8. How can I figure what size to buy for my needs?

If you only want to trickle charge a deep cycle, lead acid battery or battery bank that sits unused for days at a time:

Calculate the total amp hour capacity (the capacity at the "20 hour rate", the way deep cycle batteries are usually rated, NOT cold cranking amps) of your bank. The maximum amperage rating of the trickle charge solar module should be between 1% and 2% of your amp hour capacity. Then consult the amps column on our chart (download chart | download instructions) for which module comes nearest your figure but doesn't exceed it. That's your best choice. Note: Gel and AGM batteries have extremely low self-discharge rates and will need a charge controller to avoid overcharging.

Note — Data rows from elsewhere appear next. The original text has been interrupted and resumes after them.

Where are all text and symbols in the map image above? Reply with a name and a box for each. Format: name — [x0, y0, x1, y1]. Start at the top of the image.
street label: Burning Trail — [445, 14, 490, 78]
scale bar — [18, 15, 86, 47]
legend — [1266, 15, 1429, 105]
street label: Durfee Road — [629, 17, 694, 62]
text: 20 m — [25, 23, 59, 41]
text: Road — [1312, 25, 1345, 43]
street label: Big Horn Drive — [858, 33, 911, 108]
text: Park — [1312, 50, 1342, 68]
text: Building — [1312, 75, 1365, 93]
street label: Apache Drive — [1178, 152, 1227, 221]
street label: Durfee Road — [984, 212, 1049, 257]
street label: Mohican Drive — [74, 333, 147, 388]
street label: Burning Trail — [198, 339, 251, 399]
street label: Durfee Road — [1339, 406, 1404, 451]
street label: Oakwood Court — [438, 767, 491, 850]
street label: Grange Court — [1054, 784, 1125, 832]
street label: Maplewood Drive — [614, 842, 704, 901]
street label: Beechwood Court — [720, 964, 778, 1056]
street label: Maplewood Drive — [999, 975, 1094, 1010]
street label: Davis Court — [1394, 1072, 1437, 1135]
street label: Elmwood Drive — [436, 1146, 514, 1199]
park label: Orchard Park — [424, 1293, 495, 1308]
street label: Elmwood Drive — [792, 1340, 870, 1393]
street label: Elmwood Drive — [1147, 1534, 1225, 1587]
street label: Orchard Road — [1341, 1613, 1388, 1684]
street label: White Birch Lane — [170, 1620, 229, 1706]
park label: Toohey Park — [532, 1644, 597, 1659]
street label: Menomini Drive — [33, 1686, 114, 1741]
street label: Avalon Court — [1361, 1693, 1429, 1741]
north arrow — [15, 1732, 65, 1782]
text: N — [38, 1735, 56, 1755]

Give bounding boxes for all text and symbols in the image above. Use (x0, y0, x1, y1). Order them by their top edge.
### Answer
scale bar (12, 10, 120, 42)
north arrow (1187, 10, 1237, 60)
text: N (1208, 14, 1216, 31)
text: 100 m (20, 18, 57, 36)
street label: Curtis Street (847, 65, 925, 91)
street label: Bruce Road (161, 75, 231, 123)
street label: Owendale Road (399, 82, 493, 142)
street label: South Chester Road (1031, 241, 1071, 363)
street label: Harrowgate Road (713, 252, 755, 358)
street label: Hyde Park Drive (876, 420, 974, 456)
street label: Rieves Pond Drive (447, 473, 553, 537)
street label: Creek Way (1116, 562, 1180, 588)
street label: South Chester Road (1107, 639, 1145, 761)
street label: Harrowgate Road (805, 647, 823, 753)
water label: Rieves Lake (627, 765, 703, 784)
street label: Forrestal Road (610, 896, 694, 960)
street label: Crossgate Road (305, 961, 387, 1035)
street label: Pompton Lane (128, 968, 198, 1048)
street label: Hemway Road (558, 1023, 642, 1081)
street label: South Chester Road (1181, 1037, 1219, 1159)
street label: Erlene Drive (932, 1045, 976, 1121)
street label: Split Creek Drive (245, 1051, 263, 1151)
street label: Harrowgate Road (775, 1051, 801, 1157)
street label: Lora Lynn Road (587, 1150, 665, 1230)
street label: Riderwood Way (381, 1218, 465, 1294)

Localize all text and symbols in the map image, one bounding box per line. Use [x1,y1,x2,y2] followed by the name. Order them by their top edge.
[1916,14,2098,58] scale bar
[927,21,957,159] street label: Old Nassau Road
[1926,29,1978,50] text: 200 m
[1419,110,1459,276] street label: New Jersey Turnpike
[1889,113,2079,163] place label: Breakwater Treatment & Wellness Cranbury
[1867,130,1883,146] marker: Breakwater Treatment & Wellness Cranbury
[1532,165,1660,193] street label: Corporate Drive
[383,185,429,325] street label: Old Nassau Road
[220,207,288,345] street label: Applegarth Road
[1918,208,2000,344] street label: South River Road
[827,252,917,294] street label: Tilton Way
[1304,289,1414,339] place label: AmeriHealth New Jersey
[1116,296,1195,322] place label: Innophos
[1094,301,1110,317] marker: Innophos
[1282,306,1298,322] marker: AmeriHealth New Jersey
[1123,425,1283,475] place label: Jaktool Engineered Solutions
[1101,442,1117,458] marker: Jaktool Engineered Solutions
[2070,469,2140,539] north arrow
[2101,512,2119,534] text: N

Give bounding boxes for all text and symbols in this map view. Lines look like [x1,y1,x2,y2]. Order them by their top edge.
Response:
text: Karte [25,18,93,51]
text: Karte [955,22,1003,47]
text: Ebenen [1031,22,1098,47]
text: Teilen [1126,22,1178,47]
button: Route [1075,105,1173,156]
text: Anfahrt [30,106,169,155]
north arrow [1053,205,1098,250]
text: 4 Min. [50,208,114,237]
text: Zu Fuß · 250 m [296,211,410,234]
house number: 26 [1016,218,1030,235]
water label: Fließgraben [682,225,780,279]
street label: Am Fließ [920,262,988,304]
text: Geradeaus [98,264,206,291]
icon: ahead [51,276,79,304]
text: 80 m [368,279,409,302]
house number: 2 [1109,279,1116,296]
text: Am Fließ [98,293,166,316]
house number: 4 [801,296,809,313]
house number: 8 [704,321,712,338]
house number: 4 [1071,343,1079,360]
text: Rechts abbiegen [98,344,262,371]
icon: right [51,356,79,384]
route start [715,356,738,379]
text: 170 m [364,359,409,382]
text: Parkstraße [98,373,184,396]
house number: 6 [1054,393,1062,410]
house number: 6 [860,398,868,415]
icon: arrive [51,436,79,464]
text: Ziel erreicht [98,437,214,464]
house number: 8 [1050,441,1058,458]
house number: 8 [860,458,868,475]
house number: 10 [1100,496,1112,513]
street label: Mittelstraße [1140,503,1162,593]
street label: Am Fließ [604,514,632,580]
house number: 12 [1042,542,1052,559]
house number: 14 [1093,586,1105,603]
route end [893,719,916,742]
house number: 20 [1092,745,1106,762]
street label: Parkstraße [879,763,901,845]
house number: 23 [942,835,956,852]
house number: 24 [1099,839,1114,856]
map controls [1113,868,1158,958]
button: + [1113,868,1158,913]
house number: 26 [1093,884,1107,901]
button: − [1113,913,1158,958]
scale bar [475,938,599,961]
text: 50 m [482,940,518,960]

If you need to maintain a bank that's being used continually:

With available worksheets (download chart | download instructions), calculate your total amp-hour consumption for an average day. Multiply your amp-hours total by 3 and you'll have a ballpark figure of how many watts worth of charging power you'll need. Now click to our solar page to figure out which modules you can use to help you reach your needed total of watts. Check with us to discuss whether or not you need a charge controller and which one will work best in your system.

And if you can't get anywhere near the total charging power you need, you've got 12 volt refrigeration, and you don't plug into shore power often, consider a wind generator, such as our KISS High Output Wind Generator

E-mail us, please, if there's another Q-A you think should be on this page.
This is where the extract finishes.